Yesterday Kish passed along the New York Times obituary for Dr. T. Berry Brazelton, who died earlier this week at age 99. Dr. Brazelton was a nationally recognized pediatrician, but he had a much more direct connection to our family. He was the “baby doctor” who wrote the books that we read when preparing to become parents. Those were the books that we consulted regularly as brand-new parents who were relentlessly scrutinizing Richard, our first-born, for every potential sign of illness, unhappiness, developmental or behavioral problems, and every other thing nervous first-time parents worry incessantly about as they try to figure out the very basic question that lies at the core of the new parent’s consciousness: is my child normal, and okay?
Perhaps a day after Kish found out she was pregnant, approximately 50 books by Dr. T. Berry Brazelton appeared on the coffee table at our tiny apartment in suburban Alexandria, Virginia. As is her wont, Kish had done her research, consulted her sources, and decided that Dr. T. Berry Brazelton was The Man when it came to providing us with guidance about how to deal with the new member of our family. The physical presence of the books on the coffee table when I got home from work at night helped to drive home the point that, in a few short months, there would be a new member of the family in that little apartment, and we would be responsible for taking care of him or her. Yikes!
Within days, the once-pristine books bore the physical signs of Kish’s careful attention. The pages sprouted highlighting and post-it notes and turned-down corners, and every night Dr. Brazelton’s books would be the subject of further examination and discussion aloud. They were a kind of holy writ for new parents, and were treated accordingly. It was obvious that Kish planned on trying to memorize everything Dr. Brazelton wrote, so that when the new member of the family, whom we had nicknamed “Junie,” emerged into the world, she would know exactly what to do at every instant.

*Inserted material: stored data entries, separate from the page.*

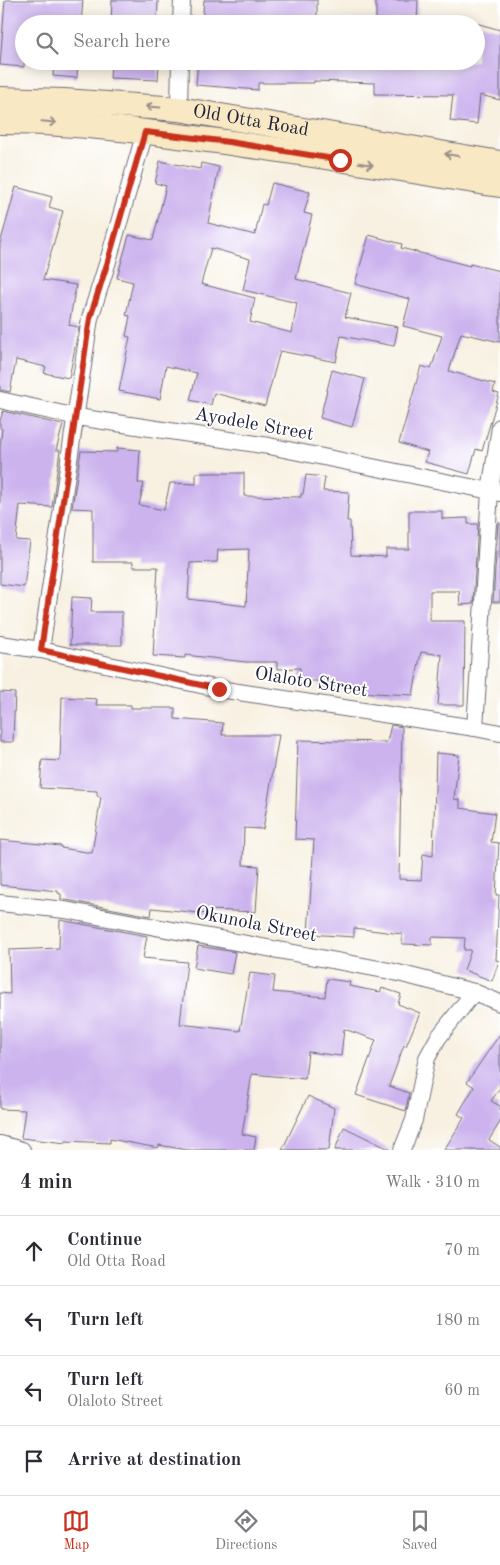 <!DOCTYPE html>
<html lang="en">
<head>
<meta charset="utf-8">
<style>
	:root { --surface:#fff; --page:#f7f7f7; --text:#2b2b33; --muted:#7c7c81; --line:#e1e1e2; --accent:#c8321e }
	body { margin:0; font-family:"Old Standard TT",serif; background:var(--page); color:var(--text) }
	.stop { position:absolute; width:15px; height:15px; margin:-11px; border:4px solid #c8321e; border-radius:50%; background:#fff }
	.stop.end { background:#c8321e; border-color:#fff; box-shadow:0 1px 5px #0008 }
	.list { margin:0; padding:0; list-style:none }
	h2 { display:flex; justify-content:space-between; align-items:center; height:65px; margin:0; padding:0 20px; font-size:21px }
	h2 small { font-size:16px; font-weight:400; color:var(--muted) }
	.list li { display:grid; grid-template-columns:32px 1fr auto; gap:15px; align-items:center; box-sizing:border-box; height:70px; padding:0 20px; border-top:1px solid var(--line) }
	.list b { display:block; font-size:19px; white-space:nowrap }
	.list p { margin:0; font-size:16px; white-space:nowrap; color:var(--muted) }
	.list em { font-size:16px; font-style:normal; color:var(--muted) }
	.icon { flex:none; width:28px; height:28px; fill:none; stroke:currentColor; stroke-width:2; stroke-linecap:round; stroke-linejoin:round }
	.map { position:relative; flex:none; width:500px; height:1150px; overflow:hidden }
	.search { position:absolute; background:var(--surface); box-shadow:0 2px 12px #0003; left:15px; right:15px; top:15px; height:55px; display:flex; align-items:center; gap:12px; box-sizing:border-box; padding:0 18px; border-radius:28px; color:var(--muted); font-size:19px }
	.sheet { height:345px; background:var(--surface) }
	nav { display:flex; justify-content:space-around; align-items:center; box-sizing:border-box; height:70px; border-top:1px solid var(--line); background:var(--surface); font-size:14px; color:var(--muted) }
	nav a { display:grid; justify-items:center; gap:2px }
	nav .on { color:var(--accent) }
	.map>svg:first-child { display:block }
	.building { fill:#ccb3ee; fill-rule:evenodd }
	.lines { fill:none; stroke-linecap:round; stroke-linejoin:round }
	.street-casing { stroke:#6d6a75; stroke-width:18 }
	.secondary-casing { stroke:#6d6a75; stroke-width:26 }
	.street { stroke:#fff; stroke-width:16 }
	.secondary { stroke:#f8e8c3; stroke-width:24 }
	.oneway { stroke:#988f86 }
	.route { stroke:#c8321e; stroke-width:6 }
	.labels { text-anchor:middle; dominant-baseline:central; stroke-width:4; stroke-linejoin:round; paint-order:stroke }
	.street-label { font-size:19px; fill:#22223b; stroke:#fff }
</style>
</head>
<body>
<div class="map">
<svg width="500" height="1150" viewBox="0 0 500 1150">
	<rect width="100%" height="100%" fill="#fff"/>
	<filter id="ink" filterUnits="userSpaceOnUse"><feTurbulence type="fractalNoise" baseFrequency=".02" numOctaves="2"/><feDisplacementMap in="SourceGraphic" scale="10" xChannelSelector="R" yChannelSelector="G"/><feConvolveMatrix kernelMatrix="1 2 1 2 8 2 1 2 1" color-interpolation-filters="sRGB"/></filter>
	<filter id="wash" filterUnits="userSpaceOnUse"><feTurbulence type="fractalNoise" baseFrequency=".0096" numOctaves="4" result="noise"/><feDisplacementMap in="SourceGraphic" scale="20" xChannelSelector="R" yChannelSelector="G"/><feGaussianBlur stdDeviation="1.12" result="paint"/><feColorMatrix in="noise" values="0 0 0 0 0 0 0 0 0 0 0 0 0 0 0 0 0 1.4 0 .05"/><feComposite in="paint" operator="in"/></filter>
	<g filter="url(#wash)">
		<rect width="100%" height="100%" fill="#f8f1e2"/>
		<g id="blocks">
			<g class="building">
				<polygon points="5,0 83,0 81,24 24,24 24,67 0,65"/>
				<polygon points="112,0 158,0 157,24 111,24"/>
				<polygon points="204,0 317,0 317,24 202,24"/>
				<polygon points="376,0 418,0 417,24 376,24"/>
				<polygon points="476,23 500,30 500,100 480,95 477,124 450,121 453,95 375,94 375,83 314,81 314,83 258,83 258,90 196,85 198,61 476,61"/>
				<polygon points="54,61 78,61 77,78 53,76"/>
				<polygon points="111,61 159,61 158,80 110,78"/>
				<path d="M160 161 200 169 201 163 219 167 208 223 255 235 262 204 266 205 272 183 310 192 304 213 312 215 296 279 351 293 345 317 398 327 394 346 341 336 336 362 280 351 265 406 214 393 211 405 190 400 197 373 166 366 160 399 119 391 130 337 126 336 130 316 126 315 133 282 117 278 129 235 153 240 166 186 155 183ZM211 248 250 259 243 290 297 303 292 333 250 322 255 298 201 284Z"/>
				<polygon points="16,187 52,197 49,207 63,211 43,280 76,285 69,325 79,327 69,378 44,373 46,367 16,360 10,392 0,390 0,244"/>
				<polygon points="369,235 402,244 401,248 470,266 470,264 500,271 500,342 461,333 449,371 495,384 493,392 499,394 482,451 476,449 469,474 425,462 428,452 399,443 421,366 431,369 442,336 403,326 410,299 355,284"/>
				<polygon points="332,370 365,379 352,427 320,418"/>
				<polygon points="3,411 63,425 56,450 60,450 52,507 20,505 16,540 30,541 24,587 0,584 0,447 2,429 0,428 0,421"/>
				<path d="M117 448 140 450 138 483H144L139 505 164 510 170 483 196 484V473H244V496L301 497V494H303L306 475 325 477 323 491 349 492 347 521H350L351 555 386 557V549H409V511H442V519L468 518V524H478L473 604 460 605 459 591H430V621H465L464 705H438L442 655 421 652 413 695 355 692V688L319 687V681H300V668L277 669V662H246L185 655V658L153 656 158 567H133V562H93V509L72 508 81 451 117 452ZM249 549 246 606 188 599 190 563 217 562 218 550Z"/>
				<polygon points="498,523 500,523 500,602 493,602"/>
				<polygon points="72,597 92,598 91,612 122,612 122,645 70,645"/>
				<polygon points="0,692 15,693 13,742 0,742"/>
				<polygon points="62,697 97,699 96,705 131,705 131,708 175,708 175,719 223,723 222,735 279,735 263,829 244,828 243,865 259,866 256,912 209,910 208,914 152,908 151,916 61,899 61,894 58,893 58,891 0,885 0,840 61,846 61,848 92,853 101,797 97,796 97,791 40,788 42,760 60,761"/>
				<polygon points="391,725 402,727 399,879 421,880 423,854 433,856 436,753 459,755 454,799 460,800 460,808 495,813 491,842 499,843 496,895 499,895 496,960 499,961 492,981 464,970 471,950 464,950 465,938 432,937 432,945 402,944 402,934 354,928 354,937 308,934 314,840 295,839 298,740 387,742"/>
				<polygon points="60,920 147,936 143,958 187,962 180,1024 240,1031 250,973 275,976 273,992 325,997 327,979 350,982 349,986 380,992 382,988 401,994 398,1004 420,1013 406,1046 404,1045 389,1086 409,1093 406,1111 356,1095 376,1040 344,1029 341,1056 308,1052 305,1079 252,1074 242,1134 256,1137 254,1150 187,1150 159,1145 158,1148 110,1139 110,1143 66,1141 66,1143 21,1138 25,1110 0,1109 0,993 10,994 9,950 59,948"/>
				<polygon points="198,946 235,952 231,974 194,968"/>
				<polygon points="500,1034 500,1088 491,1101 500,1106 500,1122 489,1140 500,1147 500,1150 444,1150 464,1118 458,1114 474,1087 467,1082"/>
				<polygon points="308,1096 334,1108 329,1150 282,1150"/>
				<polygon points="344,1127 391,1150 335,1150"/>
			</g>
		</g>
	</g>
	<g filter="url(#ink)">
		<use href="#blocks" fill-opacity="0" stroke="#6d6a75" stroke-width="1"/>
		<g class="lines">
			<defs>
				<g id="street">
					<polyline points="181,24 182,0"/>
					<polyline points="179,109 180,61"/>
					<polyline points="0,400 77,417 269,446 500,493"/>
					<polyline points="0,644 41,650 219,689 475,728 500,733"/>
					<polyline points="41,650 90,318 108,261 145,132"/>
					<polyline points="475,728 490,491 500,427"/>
					<polyline points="0,903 65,910 390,971 474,992 500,1003"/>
					<polyline points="0,1144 22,1150"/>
					<polyline points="402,1150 414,1120 427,1058 438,1038 474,992"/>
				</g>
				<g id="secondary">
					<path id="s1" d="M0 99 64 101 179 109 500 163"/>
					<path d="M0 122C59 122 119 128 178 136 285 149 393 168 500 185"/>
				</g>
			</defs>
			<use href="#street" class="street-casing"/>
			<use href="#secondary" class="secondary-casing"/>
			<use href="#street" class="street"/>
			<use href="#secondary" class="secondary"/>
		</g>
		<defs><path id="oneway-shaft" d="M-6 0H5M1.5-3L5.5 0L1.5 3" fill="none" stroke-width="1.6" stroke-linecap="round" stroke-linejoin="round" transform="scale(1.25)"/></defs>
		<g class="oneway">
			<use href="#oneway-shaft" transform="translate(153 107) rotate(-176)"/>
			<use href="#oneway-shaft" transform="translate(49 122) rotate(5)"/>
			<use href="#oneway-shaft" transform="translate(452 155) rotate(-170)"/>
			<use href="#oneway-shaft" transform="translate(366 164) rotate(9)"/>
		</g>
	</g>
	<g class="lines" filter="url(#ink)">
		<polyline class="route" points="219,689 41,650 90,318 108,261 145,132 229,142 340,160"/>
	</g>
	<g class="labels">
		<g class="street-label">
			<text stroke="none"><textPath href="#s1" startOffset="252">Old Otta Road</textPath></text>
			<text transform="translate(254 425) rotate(10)">Ayodele Street</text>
			<text transform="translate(311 683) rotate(9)">Olaloto Street</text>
			<text transform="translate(256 925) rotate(11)">Okunola Street</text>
		</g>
	</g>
</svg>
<div class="stop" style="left:340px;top:160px"></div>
<div class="stop end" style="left:219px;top:689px"></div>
<div class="search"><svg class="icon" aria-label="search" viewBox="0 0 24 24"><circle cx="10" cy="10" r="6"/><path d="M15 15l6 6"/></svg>Search here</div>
</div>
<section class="sheet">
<h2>4 min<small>Walk · 310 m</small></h2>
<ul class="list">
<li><svg class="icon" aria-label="ahead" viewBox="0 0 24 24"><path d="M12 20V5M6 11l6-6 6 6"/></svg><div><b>Continue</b><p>Old Otta Road</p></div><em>70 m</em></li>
<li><svg class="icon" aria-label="left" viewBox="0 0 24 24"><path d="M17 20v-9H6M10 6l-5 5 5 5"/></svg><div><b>Turn left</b></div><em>180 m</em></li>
<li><svg class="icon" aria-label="left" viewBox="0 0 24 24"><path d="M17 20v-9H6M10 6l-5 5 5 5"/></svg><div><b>Turn left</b><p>Olaloto Street</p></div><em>60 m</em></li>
<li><svg class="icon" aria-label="arrive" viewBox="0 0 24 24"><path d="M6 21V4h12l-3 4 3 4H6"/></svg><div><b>Arrive at destination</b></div></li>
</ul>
</section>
<nav>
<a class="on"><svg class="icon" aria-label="map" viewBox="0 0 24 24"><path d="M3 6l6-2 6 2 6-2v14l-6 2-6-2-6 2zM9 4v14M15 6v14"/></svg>Map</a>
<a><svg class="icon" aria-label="directions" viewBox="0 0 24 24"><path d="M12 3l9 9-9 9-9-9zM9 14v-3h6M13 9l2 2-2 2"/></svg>Directions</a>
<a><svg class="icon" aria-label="saved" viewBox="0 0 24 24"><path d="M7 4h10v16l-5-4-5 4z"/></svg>Saved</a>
</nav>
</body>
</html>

My review of Dr. Brazelton’s books was a little less thorough. I would read a bit and then shiver inwardly and wonder how in the world I was every going to remember every symptom that might indicate whether Junie had some kind of fatal childhood illness. But as the months passed, and new maternity clothes were rolled out, and the Special Day drew nearer, and the books were digested bit by bit, I came to find Dr. Brazelton’s voice reassuring. The underlying message seemed to be that new parents could do this, and that the infant that was going to appear in your midst was in fact a pretty tough cookie who wasn’t going to be irretrievably damaged by the first inept effort to pick him up or change his diaper or feed him solid food. I remember going home the night Richard was born, while Kish was still in the hospital, and diving once more into the world of Dr. Brazelton for a final dose of common sense and encouragement before we finally brought our tiny baby home.

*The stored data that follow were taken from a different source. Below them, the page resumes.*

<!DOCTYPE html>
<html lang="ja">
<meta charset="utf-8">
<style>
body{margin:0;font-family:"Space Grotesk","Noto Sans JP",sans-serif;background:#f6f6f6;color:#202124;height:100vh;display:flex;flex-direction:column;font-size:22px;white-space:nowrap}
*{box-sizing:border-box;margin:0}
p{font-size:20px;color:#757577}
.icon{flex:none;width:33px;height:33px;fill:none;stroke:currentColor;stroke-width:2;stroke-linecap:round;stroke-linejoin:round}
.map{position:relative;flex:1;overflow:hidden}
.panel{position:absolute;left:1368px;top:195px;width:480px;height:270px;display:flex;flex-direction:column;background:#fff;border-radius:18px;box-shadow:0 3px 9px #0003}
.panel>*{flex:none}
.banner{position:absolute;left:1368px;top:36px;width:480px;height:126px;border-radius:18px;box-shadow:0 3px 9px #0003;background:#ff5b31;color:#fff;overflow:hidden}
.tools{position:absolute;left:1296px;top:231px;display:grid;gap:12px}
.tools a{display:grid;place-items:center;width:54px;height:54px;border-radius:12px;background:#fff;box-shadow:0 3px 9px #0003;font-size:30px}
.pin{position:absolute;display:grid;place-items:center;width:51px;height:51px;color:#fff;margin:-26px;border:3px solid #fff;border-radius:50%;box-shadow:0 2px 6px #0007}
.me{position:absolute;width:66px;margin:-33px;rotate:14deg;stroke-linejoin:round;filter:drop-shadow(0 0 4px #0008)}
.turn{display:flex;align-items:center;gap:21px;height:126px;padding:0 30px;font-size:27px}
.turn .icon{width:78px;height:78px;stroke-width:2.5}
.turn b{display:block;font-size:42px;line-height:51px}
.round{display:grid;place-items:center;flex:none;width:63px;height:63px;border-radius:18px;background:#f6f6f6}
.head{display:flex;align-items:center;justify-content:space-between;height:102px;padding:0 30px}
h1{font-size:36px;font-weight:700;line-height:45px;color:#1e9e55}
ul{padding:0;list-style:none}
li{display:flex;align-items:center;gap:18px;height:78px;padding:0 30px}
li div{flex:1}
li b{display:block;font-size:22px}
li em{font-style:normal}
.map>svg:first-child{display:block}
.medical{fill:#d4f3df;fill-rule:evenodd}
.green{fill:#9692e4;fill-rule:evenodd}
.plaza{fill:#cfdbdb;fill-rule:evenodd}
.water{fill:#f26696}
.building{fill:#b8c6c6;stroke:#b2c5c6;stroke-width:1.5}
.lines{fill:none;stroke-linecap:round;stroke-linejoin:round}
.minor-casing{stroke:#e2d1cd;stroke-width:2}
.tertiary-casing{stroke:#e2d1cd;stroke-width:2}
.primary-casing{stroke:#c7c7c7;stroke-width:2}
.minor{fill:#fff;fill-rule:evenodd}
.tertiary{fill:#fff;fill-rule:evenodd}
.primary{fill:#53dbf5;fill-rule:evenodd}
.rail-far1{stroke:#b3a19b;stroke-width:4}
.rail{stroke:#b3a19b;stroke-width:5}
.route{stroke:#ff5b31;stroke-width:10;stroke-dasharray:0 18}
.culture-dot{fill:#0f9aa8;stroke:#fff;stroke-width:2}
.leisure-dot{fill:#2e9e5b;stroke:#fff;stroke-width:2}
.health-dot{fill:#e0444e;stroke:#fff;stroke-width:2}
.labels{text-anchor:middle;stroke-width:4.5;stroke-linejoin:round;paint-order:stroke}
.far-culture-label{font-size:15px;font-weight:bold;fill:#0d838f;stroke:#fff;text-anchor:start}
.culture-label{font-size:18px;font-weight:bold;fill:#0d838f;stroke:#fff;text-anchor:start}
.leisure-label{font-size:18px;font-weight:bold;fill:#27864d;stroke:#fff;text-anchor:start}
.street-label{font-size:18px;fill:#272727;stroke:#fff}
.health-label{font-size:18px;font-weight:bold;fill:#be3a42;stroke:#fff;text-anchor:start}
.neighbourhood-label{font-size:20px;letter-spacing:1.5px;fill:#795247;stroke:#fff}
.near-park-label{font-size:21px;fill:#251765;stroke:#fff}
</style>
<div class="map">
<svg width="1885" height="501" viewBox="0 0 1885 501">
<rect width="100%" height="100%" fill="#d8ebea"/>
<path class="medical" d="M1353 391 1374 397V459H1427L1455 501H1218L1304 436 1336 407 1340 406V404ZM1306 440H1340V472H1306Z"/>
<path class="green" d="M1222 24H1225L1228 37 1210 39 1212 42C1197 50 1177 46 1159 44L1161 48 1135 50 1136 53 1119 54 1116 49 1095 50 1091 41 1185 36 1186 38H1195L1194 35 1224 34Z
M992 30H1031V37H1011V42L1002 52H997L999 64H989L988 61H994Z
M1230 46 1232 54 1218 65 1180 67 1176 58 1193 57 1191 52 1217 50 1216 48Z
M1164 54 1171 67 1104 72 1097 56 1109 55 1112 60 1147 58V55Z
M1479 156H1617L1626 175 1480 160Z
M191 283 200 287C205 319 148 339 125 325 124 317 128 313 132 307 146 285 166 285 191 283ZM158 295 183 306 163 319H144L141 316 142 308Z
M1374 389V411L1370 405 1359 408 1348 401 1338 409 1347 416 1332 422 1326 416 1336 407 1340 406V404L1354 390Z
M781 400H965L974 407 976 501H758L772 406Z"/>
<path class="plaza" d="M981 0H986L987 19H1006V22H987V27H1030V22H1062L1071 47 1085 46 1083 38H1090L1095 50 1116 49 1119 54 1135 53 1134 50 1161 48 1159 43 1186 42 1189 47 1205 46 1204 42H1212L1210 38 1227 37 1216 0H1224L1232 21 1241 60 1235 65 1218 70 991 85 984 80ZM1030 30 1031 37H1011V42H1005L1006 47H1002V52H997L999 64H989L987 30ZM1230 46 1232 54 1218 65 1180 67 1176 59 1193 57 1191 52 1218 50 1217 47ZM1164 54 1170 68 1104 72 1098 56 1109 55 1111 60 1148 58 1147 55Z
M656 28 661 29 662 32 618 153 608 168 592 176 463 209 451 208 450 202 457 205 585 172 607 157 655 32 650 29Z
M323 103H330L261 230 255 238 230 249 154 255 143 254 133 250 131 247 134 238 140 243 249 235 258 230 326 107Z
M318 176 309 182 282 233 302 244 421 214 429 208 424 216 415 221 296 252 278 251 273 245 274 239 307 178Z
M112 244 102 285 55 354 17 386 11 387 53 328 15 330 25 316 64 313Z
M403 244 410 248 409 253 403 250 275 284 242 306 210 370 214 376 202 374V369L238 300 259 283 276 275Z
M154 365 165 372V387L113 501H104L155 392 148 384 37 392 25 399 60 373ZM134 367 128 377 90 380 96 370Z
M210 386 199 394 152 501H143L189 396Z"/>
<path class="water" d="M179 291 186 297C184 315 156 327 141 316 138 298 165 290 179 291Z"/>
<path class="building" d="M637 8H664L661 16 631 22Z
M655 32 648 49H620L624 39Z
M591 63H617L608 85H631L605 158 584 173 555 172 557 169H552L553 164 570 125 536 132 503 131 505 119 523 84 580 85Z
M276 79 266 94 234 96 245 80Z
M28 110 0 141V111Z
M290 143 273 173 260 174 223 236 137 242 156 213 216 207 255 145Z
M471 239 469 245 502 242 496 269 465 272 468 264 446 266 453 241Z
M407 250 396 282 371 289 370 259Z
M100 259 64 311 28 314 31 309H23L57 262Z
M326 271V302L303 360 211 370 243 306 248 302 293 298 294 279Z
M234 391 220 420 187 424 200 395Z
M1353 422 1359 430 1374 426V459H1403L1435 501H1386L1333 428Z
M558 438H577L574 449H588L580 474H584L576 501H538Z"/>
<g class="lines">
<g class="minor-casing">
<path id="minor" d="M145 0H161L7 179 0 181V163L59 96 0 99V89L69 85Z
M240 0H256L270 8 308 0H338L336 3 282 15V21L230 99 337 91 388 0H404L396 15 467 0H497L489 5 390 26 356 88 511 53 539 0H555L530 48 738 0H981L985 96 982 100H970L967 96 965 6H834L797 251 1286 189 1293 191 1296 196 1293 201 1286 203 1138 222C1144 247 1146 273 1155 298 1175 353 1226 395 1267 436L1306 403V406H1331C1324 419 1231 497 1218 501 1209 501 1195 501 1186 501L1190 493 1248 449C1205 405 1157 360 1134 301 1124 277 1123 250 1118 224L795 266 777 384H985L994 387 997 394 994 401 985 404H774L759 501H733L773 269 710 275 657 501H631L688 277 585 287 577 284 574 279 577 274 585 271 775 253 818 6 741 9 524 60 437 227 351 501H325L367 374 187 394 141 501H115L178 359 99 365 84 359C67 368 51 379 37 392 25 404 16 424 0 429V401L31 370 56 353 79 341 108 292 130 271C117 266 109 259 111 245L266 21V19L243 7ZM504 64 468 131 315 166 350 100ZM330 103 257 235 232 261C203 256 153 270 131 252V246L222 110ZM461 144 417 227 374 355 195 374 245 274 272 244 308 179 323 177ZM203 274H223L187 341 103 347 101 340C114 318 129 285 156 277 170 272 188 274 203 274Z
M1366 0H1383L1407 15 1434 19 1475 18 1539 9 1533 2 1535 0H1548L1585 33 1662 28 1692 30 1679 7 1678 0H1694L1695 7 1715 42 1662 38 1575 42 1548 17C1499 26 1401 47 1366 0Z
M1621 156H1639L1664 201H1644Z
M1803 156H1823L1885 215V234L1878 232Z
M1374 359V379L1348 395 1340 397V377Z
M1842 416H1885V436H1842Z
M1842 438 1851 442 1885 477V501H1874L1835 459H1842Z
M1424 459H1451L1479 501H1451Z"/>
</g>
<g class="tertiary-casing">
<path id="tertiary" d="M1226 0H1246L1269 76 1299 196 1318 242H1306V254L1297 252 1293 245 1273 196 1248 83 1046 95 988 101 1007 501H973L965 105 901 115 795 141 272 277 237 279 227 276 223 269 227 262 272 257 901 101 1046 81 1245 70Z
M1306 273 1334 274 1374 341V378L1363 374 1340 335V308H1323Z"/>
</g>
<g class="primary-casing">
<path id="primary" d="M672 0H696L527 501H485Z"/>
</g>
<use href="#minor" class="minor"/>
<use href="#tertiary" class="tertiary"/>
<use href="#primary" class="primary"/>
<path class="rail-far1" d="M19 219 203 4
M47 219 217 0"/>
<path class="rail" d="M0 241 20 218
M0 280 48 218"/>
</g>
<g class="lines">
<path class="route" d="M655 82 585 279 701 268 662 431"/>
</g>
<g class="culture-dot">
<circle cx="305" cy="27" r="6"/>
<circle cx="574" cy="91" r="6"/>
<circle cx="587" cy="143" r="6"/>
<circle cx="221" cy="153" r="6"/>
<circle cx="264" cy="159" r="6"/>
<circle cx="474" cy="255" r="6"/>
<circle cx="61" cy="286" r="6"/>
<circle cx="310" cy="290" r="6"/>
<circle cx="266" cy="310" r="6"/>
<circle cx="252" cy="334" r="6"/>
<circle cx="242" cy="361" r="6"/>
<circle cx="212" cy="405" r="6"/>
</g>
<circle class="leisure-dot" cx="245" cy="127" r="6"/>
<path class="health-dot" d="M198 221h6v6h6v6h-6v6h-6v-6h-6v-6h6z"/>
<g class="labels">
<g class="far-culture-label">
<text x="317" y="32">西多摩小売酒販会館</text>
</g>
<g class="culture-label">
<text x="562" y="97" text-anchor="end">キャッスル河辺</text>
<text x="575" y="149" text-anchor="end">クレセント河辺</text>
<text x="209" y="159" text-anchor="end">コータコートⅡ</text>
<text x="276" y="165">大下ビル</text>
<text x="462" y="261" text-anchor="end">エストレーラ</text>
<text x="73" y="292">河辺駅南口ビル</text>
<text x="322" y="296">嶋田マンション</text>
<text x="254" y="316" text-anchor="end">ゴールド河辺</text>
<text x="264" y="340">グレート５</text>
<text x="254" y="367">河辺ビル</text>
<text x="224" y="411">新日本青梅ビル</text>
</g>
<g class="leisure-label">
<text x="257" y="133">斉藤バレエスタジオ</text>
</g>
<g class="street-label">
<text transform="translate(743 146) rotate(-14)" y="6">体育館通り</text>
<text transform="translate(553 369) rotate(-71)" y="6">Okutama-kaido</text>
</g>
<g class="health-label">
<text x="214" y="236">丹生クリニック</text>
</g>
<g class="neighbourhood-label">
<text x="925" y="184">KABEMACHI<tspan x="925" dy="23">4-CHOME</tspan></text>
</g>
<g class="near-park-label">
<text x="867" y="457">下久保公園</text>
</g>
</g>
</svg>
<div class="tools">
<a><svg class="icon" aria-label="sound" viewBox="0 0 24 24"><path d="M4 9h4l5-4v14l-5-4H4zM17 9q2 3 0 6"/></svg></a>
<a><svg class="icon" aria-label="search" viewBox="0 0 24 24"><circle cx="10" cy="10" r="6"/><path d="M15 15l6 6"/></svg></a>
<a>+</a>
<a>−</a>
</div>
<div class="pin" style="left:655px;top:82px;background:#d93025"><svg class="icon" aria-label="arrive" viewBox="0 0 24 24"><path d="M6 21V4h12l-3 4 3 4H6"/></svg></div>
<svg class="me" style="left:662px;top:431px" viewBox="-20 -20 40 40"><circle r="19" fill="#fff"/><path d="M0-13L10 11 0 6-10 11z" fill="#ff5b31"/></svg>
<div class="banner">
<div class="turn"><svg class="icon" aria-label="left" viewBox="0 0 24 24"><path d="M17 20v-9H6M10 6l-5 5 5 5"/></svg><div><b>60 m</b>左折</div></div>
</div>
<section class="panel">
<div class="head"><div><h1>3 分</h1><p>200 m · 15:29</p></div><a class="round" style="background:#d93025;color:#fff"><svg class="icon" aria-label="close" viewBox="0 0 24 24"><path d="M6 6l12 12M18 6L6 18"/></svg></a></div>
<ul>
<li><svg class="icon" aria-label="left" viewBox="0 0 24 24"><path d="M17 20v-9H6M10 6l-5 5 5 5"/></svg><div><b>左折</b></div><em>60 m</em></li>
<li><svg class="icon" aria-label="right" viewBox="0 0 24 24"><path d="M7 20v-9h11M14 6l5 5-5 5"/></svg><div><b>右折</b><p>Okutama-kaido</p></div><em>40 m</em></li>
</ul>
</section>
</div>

Once Richard arrived in our household, and was put under the new parent microscope, Dr. Brazelton’s books remained on the coffee table and were consulted anew, and repeatedly, as Richard’s every mannerism and cry and facial expression and rash was compared to the descriptions in the books. And somehow the three of us made it through. When we learned that Kish was pregnant with child number two, we’d come to realize that Dr. Brazelton had been right all along — we could muddle through, somehow, and our baby turned toddler was a pretty hardy survivor after all. By the time Russell joined the Webner family, the Dr. Brazelton books had been moved from the coffee table to the bookshelves, to be consulted in the event of something we hadn’t seen before, but for the most part we were ready to fly solo, and were a lot more relaxed about it.
We spent about two years with Dr. Brazelton and his books as a constant companion. He provided the encouragement and support we needed, at a time of tremendous vulnerability. I’m guessing that we weren’t alone in that regard. Thank you, Dr. Brazelton!